» **Exercise goal**: Across the records below, report how many lines include the word "strokeStyle", stating the number alone.

[Collected data]
>>>>>

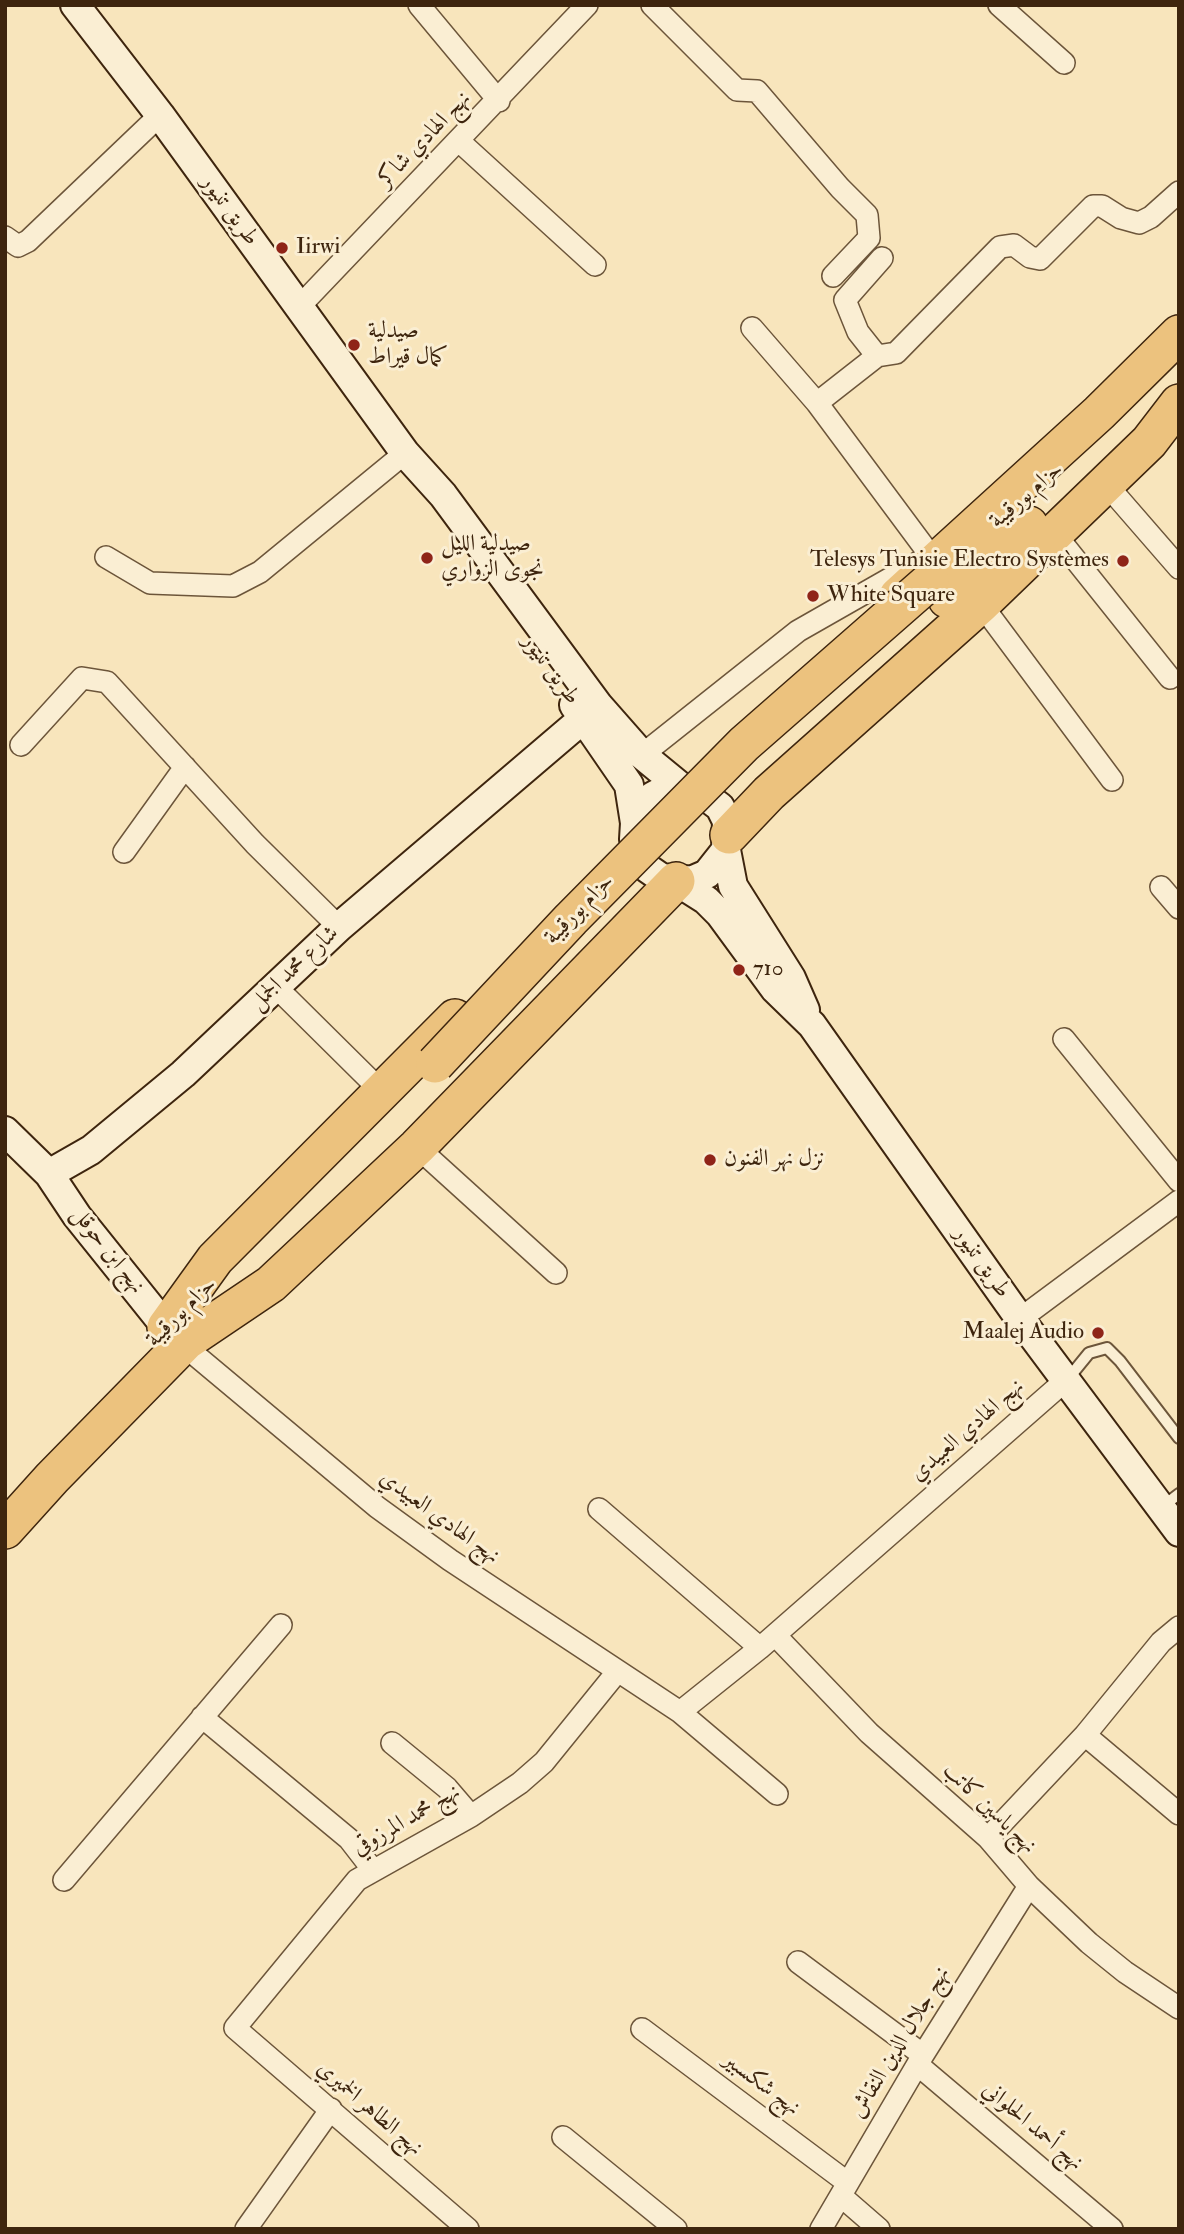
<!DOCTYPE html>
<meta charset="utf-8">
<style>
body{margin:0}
#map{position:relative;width:1184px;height:2234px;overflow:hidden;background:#f8e5bc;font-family:"IM FELL Double Pica",serif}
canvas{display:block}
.frame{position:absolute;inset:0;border:7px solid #3e250e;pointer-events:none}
</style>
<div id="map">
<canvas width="1184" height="2234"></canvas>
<div class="frame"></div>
</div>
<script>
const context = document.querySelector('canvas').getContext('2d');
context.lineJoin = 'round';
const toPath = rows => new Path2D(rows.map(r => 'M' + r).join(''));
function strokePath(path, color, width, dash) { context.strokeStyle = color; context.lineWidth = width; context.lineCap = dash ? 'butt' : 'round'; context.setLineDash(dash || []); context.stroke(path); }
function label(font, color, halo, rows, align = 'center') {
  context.font = font + ' "IM FELL Double Pica",Amiri,serif'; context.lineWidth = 6; context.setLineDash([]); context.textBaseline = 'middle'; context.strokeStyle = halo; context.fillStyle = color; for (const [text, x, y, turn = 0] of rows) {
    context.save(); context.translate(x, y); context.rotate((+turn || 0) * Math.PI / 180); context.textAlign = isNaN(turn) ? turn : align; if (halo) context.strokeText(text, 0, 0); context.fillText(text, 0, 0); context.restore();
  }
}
const lane = toPath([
 [1067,1380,1089,1353,1107,1348,1120,1361,1179,1438],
 [1163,1506,1179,1494]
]);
const street = toPath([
 [419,5,499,101],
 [652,5,737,90,757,91,840,188,867,215,869,238,833,276],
 [999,5,1064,63],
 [460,142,595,265],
 [5,237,18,246,28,241,160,115],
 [882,258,845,300,858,332,877,356,896,353,1000,247,1014,245,1030,257,1040,259,1093,206,1102,206,1121,218,1139,223,1151,217,1179,192],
 [298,308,587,5],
 [752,328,817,403,930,555],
 [817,403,877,356],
 [1106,484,1179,568],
 [1055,534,1170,678],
 [106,557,150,583,233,586,260,572,405,453],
 [981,604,1112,780],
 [21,745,82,678,107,682,255,844,339,927],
 [642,755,798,631,919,562],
 [124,852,185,767],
 [1161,887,1179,908],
 [276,987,373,1083],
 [1064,1039,1179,1181],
 [417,1147,556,1273],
 [1020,1319,1179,1201],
 [182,1344,377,1507,450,1560,680,1712,760,1648,1066,1380],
 [599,1509,760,1648],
 [775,1635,869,1733,988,1838,1029,1886,1089,1943,1125,1972,1179,2008],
 [680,1712,777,1794],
 [202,1717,349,1839,373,1870],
 [1085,1735,1179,1814],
 [392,1743,447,1788,471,1816],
 [988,1838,1085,1735,1161,1642,1179,1627],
 [64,1880,281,1625],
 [798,1962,923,2055],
 [642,2029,848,2183],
 [918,2065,1112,2229],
 [563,2137,676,2229],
 [841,2196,879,2229],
 [246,2229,331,2109],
 [468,2229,235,2028,357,1880,471,1816,520,1783,544,1762,617,1672],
 [821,2229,923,2055,1029,1886]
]);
const secondary = toPath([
 [75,5,160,115,405,453,443,495,598,705,642,755,681,787],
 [574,705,629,785,635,823],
 [726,850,707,874,693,880,676,881,660,877,647,868,638,854,634,839,635,823,642,808,653,796,666,789,696,789,720,807,727,821,726,850,733,886,791,978,805,1010],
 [676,881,706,900,720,914,775,989,812,1025,1020,1319,1179,1532],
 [5,1131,49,1174,91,1150,183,1074,339,927,584,718],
 [49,1174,77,1216,166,1327]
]);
const highway = toPath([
 [898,596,1099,413,1179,334],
 [947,599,1029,525],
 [729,835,769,793,981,604,1149,442,1179,403],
 [166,1327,215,1259,455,1018],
 [182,1344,271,1284,417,1147,676,881],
 [5,1530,52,1478,198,1329]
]);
strokePath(lane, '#6c553a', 14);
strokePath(street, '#6c553a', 24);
strokePath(secondary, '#3e250e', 32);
strokePath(highway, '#3e250e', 40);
strokePath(lane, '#faeed3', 10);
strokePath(street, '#faeed3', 21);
strokePath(secondary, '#faeed3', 28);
strokePath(highway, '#ecc27e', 37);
const highwayBridge = toPath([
 [435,1064,571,919,744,744,930,581]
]);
strokePath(highwayBridge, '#3e250e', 40, []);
strokePath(highwayBridge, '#ecc27e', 37);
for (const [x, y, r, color] of [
 [282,248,7,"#8f2418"],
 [354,345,7,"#8f2418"],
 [427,558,7,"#8f2418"],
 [1123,561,7,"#8f2418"],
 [813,596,7,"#8f2418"],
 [739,970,7,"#8f2418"],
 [710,1160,7,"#8f2418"],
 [1098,1333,7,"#8f2418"]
]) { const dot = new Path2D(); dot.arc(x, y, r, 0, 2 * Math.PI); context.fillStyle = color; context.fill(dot); strokePath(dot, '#faeed3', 2.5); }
label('23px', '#3e250e', '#faeed3', [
 ["نهج الهادي شاكر",425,140,-46],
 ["طريق تنيور",229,211,54],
 ["حزام بورقيبة",1027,496,-41],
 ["طريق تنيور",550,670,54],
 ["حزام بورقيبة",580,910,-46],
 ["شارع محمد الجمل",295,969,-43],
 ["نهج ابن حوقل",107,1251,52],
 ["طريق تنيور",981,1263,55],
 ["حزام بورقيبة",182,1313,-45],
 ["نهج الهادي العبيدي",968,1431,-41],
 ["نهج الهادي العبيدي",439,1518,36],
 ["نهج ياسين كاتب",989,1809,44],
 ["نهج محمد المرزوقي",407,1821,-30],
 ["نهج جلال الدين النقاش",901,2043,-59],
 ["نهج شكسبير",761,2085,37],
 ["نهج الطاهر الخميري",369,2109,41],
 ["نهج أحمد الحلواني",1032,2127,40]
]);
label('23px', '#3e250e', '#faeed3', [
 ["Iirwi",296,248],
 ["صيدلية",368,332],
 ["كمال قيراط",368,358],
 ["صيدلية الليل",441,545],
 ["نجوى الزواري",441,571],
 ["Telesys Tunisie Electro Systèmes",1109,561,"right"],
 ["White Square",827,596],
 ["710",753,970],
 ["نزل نهر الفنون",724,1160],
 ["Maalej Audio",1084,1333,"right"]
], 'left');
</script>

<<<<<

» **Answer to the problem**: 2